Mini Role-Play Illustration: Using the PHQ-9 in Practice

  • Scenario setup:
    • The clinician introduces themselves and explains the purpose of the PHQ-9, asking questions about the patient’s experience over the past two weeks.
    • A card with response categories is provided to the patient to guide answers (noting the four-category options: Not at all, Several days, More than half the days, Nearly every day).
  • The sequence of questions (as demonstrated in the transcript) includes:
    • 1) Have you had little interest or pleasure in doing things?
    • 2) Have you been feeling down, depressed, or hopeless?
    • 3) Have you had trouble falling asleep or staying asleep, or sleeping too much?
    • 4) Have you been feeling tired or having little energy?
    • 5) Have you had changes in your appetite or weight?
    • 6) Have you been feeling bad about yourself or that you are a failure or let yourself/family down?
    • 7) Have you had trouble concentrating?
    • 8) Have you been moving or speaking so slowly that others could have noticed, or the opposite—being so fidgety/restless you have been moving around more than usual?
    • 9) Have you had thoughts that you would be better off dead or hurting yourself in some way?
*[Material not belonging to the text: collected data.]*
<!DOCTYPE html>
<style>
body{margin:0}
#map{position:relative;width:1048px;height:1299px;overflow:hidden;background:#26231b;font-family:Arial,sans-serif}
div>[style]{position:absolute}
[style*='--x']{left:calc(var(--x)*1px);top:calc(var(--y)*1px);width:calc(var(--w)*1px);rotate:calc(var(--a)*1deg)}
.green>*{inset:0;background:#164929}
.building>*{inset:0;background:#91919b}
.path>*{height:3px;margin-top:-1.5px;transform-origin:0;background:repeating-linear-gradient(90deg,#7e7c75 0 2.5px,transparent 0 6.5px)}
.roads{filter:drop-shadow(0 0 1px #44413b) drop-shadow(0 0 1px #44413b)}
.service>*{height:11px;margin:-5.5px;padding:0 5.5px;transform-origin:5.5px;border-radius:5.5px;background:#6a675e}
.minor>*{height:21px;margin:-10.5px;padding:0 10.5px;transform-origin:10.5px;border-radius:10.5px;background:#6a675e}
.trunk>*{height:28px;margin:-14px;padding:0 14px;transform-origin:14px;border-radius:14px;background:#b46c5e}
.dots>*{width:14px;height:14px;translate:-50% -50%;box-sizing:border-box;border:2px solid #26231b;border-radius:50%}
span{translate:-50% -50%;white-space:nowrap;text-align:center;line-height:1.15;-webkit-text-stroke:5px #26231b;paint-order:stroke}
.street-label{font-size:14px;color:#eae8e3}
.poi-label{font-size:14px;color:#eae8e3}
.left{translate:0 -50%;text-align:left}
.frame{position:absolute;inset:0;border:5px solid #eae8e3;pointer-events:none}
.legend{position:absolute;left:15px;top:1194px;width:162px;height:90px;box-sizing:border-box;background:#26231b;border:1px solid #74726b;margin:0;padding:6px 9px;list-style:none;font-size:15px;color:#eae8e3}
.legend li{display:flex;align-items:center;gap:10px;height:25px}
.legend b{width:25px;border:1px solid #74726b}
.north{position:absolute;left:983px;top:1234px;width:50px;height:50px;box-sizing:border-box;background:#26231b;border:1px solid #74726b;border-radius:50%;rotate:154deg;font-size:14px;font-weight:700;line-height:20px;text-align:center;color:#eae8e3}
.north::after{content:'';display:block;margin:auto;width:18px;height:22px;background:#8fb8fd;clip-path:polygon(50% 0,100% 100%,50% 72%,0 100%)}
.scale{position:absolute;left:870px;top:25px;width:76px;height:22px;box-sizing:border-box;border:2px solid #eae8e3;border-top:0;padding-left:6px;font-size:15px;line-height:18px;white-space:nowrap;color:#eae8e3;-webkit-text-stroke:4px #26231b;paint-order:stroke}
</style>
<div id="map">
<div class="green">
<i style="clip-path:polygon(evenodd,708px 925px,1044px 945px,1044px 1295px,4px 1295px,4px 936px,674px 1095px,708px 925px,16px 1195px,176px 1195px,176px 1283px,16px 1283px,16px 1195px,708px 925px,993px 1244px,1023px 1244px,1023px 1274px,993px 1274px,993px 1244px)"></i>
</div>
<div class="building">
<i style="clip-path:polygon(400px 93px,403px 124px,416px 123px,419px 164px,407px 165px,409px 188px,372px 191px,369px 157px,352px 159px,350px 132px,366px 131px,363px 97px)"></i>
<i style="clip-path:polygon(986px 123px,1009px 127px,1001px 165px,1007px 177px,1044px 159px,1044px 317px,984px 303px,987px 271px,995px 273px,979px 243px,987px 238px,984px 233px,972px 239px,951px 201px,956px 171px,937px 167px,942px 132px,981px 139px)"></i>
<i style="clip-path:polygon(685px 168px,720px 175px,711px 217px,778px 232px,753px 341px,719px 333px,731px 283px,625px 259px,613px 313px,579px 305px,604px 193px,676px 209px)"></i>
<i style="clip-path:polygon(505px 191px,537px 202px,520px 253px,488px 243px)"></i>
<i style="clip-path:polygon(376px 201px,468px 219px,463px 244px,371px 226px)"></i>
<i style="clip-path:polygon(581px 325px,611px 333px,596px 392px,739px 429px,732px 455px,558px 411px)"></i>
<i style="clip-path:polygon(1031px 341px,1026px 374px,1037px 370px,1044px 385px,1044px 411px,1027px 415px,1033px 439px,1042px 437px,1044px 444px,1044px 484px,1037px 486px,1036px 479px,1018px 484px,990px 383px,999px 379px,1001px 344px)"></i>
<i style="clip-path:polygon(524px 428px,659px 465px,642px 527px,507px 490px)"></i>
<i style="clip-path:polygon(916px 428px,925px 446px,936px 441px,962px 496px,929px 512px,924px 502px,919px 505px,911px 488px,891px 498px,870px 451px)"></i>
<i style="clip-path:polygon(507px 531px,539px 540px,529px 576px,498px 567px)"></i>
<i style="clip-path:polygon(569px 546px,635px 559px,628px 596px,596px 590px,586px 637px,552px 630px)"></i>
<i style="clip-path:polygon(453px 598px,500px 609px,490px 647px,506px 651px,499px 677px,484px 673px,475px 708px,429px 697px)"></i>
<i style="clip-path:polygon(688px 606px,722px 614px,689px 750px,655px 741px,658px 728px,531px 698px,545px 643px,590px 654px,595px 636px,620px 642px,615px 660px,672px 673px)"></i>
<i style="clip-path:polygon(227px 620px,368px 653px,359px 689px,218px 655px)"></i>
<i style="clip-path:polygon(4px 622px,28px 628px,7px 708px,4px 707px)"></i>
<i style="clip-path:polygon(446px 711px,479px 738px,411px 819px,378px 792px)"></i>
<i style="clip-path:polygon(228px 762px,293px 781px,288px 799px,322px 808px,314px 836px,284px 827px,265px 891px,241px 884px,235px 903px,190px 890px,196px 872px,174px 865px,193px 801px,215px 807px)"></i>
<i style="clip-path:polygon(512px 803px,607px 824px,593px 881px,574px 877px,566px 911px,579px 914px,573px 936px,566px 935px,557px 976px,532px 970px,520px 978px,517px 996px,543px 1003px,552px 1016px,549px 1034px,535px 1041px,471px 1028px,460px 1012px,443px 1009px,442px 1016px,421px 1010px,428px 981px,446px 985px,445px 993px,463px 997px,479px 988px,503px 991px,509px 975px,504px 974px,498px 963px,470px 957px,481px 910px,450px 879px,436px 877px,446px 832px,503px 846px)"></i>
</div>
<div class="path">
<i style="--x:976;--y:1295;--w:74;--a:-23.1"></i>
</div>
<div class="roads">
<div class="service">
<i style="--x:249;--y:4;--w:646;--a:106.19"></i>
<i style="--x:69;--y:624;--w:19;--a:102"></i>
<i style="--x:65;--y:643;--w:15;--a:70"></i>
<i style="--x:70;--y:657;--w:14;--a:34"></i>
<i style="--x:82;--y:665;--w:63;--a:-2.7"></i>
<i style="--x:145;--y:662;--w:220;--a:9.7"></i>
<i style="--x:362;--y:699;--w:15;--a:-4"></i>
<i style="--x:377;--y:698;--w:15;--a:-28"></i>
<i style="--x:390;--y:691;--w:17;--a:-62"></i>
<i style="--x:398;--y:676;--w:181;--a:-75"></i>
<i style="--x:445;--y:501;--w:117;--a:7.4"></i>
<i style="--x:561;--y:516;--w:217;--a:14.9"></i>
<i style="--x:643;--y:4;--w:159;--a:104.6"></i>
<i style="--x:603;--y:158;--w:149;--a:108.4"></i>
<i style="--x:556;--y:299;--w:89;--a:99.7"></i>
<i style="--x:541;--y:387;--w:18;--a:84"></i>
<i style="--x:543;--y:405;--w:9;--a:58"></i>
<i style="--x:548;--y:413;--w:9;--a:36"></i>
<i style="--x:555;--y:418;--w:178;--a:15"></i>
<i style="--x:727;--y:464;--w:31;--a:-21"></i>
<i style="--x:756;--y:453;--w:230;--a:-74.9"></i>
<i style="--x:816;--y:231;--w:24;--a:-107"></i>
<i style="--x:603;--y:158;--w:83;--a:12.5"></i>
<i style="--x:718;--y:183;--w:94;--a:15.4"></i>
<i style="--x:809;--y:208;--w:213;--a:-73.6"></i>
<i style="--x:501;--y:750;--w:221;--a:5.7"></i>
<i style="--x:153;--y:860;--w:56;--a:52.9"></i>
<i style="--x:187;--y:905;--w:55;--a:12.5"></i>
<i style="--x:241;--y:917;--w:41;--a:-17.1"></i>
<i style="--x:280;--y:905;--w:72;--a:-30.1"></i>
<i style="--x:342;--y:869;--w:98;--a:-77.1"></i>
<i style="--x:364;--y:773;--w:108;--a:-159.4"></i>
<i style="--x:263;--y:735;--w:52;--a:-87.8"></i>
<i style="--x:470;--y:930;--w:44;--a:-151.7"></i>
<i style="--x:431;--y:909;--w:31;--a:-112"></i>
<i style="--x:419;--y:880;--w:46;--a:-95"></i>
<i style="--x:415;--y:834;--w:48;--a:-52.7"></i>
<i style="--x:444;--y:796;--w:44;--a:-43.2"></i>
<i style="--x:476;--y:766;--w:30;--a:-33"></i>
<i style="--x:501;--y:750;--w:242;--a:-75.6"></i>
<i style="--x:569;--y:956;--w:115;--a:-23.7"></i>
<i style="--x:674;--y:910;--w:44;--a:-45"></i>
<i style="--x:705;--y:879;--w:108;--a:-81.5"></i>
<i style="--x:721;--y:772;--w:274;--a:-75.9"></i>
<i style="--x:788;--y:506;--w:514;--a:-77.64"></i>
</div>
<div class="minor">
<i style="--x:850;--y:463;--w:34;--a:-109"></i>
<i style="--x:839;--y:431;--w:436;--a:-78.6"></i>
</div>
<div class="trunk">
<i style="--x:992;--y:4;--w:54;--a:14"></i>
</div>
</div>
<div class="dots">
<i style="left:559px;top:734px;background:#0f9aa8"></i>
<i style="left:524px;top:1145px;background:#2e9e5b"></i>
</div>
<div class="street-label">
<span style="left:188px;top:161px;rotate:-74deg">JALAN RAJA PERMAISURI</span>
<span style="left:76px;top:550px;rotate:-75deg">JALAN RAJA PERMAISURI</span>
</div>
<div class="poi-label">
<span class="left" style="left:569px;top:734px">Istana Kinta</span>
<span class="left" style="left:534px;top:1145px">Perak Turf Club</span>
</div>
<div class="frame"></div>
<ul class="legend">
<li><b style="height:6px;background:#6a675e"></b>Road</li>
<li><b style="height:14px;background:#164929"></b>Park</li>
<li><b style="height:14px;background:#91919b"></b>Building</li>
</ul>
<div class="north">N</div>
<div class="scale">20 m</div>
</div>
  • Communication approach demonstrated:
    • The clinician uses patient-friendly language and normalizes discussing difficult topics.
    • The patient is invited to rate each item using the provided categories and to reflect on the past two weeks.
    • After completing the PHQ-9, the clinician explains how the score will guide treatment planning and emphasizes collaborative goal setting.
  • Safety and follow-up:
    • Acknowledge the sensitivity of suicidality questions and provide support.
    • Use the PHQ-9 score in conjunction with history and functional assessment to plan next steps and follow-up.